As EOC has a predilection for peritoneal dissemination, there has been increasing interest in the role of intraperitoneal (ip) chemotherapy. One of the advantages of this approach relates to the higher concentrations of cisplatin and paclitaxel that can be achieved in the peritoneal cavity compared with plasma.13,14 One of the largest definitive studies testing this hypothesis in the first-line setting was the GOG 172 study.15 This study evaluated 417 patients with optimally debulked (<1 cm) stage III disease who were randomized to receive six courses every 3 weeks of either standard intravenous (iv) cisplatin/paclitaxel or iv paclitaxel (day 1) with ip cisplatin (day 2), followed by ip paclitaxel (day 8). Despite only 42% of the ip group completing all six cycles, this cohort had superior median PFS (23.8 versus 18.3 months; P=0.05) and OS (65.6 versus 49.7 months; P=0.03).15 However, ip therapy had a less favorable toxicity profile, with significant myelosuppression, neuropathy, and abdominal pain and poor quality of life and catheter complications.15 A recent update of this study at the 2013 Society of Gynecologic Oncology (SGO) Annual Meeting on Women’s Cancer confirmed that the 5 year OS rate among patients treated with ip therapy increased from 18% with the completion of one or two cycles to 33% with three or four cycles, to 59% for patients who completed five or six cycles of treatment.16
These results are further substantiated by a subsequent systematic Cochrane review of nine randomized studies (n=2,119), which confirms that in comparison with iv chemotherapy, ip administration confers a definite PFS advantage (five studies, 1,311 women; HR, 0.78; 95% CI, 0.70–0.86) and OS benefit (eight studies, 2,026 women; HR, 0.81; 95% CI, 0.72–0.90).17 Despite this, ip administration has yet to become an international standard of care and currently is usually reserved for patients who have optimally debulked or minimal residual disease. Furthermore, skepticism still exists about this approach in view of the significant toxicity and the possibility that any OS advantage may be a result of the weekly administration of paclitaxel as opposed to the ip delivery.

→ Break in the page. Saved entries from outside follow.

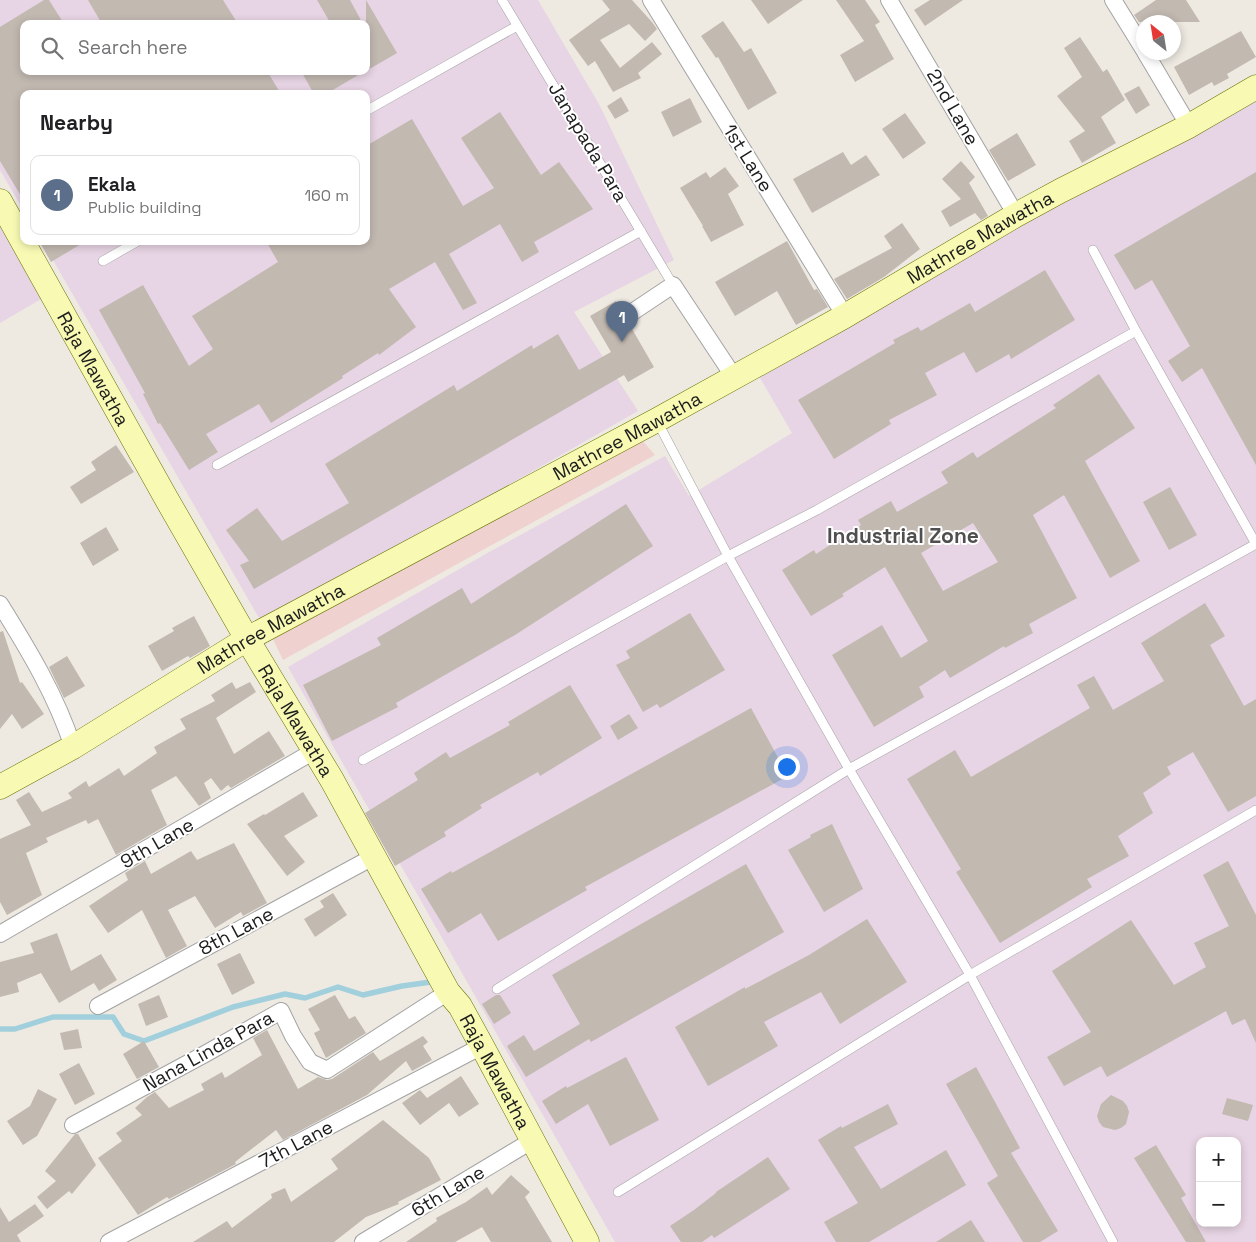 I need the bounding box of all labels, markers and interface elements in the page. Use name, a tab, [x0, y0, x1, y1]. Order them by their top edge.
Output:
north arrow	[1136, 15, 1181, 60]
search box	[20, 20, 370, 75]
icon: search	[38, 34, 66, 62]
text: Search here	[78, 35, 188, 60]
street label: 2nd Lane	[921, 64, 985, 150]
street label: Janapada Para	[542, 78, 634, 206]
text: Nearby	[40, 109, 113, 136]
street label: 1st Lane	[717, 119, 779, 197]
text: Ekala	[88, 172, 136, 197]
text: 1	[53, 185, 61, 206]
text: 160 m	[304, 185, 349, 206]
street label: Mathree Mawatha	[902, 185, 1057, 289]
text: Public building	[88, 197, 201, 218]
pin: 1	[606, 301, 638, 342]
street label: Raja Mawatha	[52, 307, 136, 430]
street label: Mathree Mawatha	[548, 385, 706, 486]
district label: Industrial Zone	[827, 522, 979, 549]
street label: Mathree Mawatha	[192, 577, 349, 680]
street label: Raja Mawatha	[253, 659, 340, 782]
your location	[774, 754, 800, 780]
street label: 9th Lane	[116, 812, 198, 874]
street label: 8th Lane	[194, 901, 278, 961]
street label: Nana Linda Para	[138, 1005, 278, 1097]
street label: Raja Mawatha	[454, 1009, 537, 1133]
street label: 7th Lane	[255, 1114, 337, 1174]
map controls	[1196, 1137, 1241, 1227]
button: +	[1196, 1137, 1241, 1182]
street label: 6th Lane	[407, 1159, 489, 1223]
button: −	[1196, 1182, 1241, 1227]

Although changes to both chemotherapy schedules and routes of administration are associated with improved survival, it appears that a therapeutic ceiling with these drugs has been reached. EOC still lags behind a number of common solid malignancies in terms of the sluggish incremental extension in OS during the last 20 years.18 Within this time, the advent of targeted therapy has undoubtedly revolutionized the therapeutic landscape in oncology. This review synthesizes the key studies using novel therapies either as single agents or alongside standard chemotherapy to improve the current dismal statistics for EOC.
Antiangiogenic therapy
Bevacizumab
EOC is unique among solid organ malignancies in its natural history, partly because of its pattern of spread within the peritoneum. Angiogenesis is thought to be particularly crucial in the persistence of EOC and so has been a key target in clinical research. Antiangiogenic agents have been evaluated extensively in the treatment of EOC and found to have some clinical efficacy, both as single agents as well as in combination with chemotherapy (Table 1). Bevacizumab, a monoclonal antibody that binds to the vascular endothelial growth factor (VEGF)-receptor ligand VEGF-A, has been most extensively investigated in clinical research. Phase II trials of bevacizumab alone in heavily pretreated patients demonstrated mixed results. In a Phase II trial of 62 patients, 13 patients (21.0%) experienced clinical responses (two complete responses [CR] and eleven partial responses [PR]; median duration, 10 months), and 25 patients (40.3%) survived progression-free for at least 6 months, with no gastrointestinal (GI) perforations.19 Another Phase II trial, which demonstrated a 15.9% PR rate, also found an 11% risk for GI perforation and was stopped early because of safety concerns. In this trial, the risk for GI perforation was highest in patients who had received three prior lines of treatment.20 This is the only trial to report such a higher rate of GI perforation with the use of bevacizumab.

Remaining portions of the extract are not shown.